Essa relação com os antepassados indica a ligação estreita de Pererê com a cultura afro-brasileira, especificamente com a cultura afro-mineira.

“Fico querendo que o Brasil conheça essa Minas negra. Ela não é tão divulgada. Quando a gente fala de música de herança africana, a gente vai direto para a Bahia, mas é impressionante, ela é forte em Minas Gerais”, destaca.

“Tem muitas Áfricas aqui. Como a arte me permite falar, projetar as ideias para longe, é quase como se fosse uma missão de poder falar dessa ancestralidade mineira que o Brasil e o mundo não conhecem.”

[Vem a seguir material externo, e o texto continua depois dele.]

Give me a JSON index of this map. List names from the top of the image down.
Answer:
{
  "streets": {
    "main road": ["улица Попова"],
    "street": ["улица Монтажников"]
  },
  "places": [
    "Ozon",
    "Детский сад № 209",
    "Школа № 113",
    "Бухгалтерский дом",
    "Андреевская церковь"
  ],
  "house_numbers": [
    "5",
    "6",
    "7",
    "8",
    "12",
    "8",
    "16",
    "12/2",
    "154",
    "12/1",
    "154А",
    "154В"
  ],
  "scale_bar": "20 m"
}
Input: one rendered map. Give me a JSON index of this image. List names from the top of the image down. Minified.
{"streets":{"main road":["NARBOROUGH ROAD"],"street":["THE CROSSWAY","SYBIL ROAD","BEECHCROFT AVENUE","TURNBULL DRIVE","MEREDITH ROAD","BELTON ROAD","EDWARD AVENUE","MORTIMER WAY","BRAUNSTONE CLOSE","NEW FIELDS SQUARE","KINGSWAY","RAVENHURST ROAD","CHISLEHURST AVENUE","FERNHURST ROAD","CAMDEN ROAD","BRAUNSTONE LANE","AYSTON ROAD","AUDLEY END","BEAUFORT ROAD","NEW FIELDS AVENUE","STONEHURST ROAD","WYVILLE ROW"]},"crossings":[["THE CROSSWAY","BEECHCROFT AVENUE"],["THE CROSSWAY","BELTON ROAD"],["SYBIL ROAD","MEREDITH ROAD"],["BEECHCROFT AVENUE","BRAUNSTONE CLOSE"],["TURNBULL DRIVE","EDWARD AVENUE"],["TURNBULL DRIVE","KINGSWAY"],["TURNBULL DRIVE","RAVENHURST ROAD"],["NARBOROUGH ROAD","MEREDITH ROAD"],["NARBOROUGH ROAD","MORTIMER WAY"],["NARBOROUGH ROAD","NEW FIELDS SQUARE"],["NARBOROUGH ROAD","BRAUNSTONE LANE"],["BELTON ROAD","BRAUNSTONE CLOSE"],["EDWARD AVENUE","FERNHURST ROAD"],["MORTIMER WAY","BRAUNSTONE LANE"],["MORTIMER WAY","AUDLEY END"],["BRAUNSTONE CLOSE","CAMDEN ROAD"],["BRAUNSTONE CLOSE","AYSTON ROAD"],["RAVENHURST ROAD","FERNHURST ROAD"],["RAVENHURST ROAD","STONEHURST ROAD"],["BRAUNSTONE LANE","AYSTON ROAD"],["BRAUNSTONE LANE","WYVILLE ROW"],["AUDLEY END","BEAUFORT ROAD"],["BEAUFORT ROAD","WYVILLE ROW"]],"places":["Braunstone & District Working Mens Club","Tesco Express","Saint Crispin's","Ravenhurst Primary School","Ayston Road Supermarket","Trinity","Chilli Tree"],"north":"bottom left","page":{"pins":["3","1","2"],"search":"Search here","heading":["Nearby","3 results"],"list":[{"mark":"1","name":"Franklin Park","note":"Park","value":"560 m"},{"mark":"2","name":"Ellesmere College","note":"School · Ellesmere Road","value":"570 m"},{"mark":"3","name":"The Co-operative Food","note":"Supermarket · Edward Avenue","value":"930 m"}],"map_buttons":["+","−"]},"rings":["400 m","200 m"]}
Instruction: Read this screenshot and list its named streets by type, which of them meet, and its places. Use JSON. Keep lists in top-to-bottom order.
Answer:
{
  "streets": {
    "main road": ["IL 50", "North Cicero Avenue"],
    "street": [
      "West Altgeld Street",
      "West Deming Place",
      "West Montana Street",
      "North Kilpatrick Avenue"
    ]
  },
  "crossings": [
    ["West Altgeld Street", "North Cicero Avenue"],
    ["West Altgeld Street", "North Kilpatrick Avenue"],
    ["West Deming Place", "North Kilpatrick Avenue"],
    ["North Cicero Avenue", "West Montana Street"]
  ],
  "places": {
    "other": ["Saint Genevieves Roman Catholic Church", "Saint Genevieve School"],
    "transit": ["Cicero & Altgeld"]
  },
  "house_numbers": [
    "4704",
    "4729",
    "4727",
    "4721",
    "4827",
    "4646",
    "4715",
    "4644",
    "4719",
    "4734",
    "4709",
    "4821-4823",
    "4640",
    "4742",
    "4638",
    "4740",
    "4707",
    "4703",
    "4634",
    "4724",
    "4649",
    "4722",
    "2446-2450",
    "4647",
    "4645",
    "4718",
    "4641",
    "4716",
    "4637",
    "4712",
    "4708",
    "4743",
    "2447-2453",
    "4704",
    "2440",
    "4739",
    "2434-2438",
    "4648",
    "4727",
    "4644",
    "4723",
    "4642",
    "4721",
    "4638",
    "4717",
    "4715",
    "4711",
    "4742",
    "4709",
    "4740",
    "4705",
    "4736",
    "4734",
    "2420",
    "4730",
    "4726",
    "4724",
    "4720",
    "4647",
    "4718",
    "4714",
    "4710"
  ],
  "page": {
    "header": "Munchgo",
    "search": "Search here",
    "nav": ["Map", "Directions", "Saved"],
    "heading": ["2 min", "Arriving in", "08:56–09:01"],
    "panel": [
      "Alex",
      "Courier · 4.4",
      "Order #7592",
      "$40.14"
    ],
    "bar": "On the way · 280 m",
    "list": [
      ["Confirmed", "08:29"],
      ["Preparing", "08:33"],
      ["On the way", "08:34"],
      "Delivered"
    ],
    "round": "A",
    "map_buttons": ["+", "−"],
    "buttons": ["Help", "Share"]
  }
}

No álbum que lançou no início deste ano, chamado Velhos de Coroa, ele trouxe diversas irmandades negras mineiras para participar.

Agora, Sérgio Pererê apresenta um novo álbum, seu 15º, já disponível nas plataformas de música. História do Mundo celebra os 25 anos de carreira com uma seleção de canções representativas desse tempo na estrada, além de apresentar duas músicas inéditas.

No novo trabalho, o som afro-mineiro marcante na carreira musical de Pererê dialoga com o som eletrônico. “Esse álbum é como se eu estivesse me permitindo ir para outros lugares.”

Da cultura afro-mineira que pavimentou seu caminho até aqui, estão manifestações como moçambiques e congos.

“O congo é uma expressão que tem cinco marchas, cada uma de um jeito: congo compassado, congo dobrado, congo paraseiro, marcha grave e marcha picada”, explica. “No moçambique, um dos ritmos é ternário (compasso em três tempos), o que não é comum dentro das expressões afro-brasileiras.”

O músico conta que o maior desafio da carreira é dar sequência a ela. “Durante minha carreira, sempre me propus a fazer algo que eu quisesse muito. Mesmo que eu não esteja nesse lugar afro-mineiro, estarei em alguma coisa em que eu acredito muito”, diz.

“Não acredito no apelo de mercado. Não consigo fazer música porque é algo que o mercado está pedindo. Qualquer coisa que eu quiser vai ser no que eu acredito.”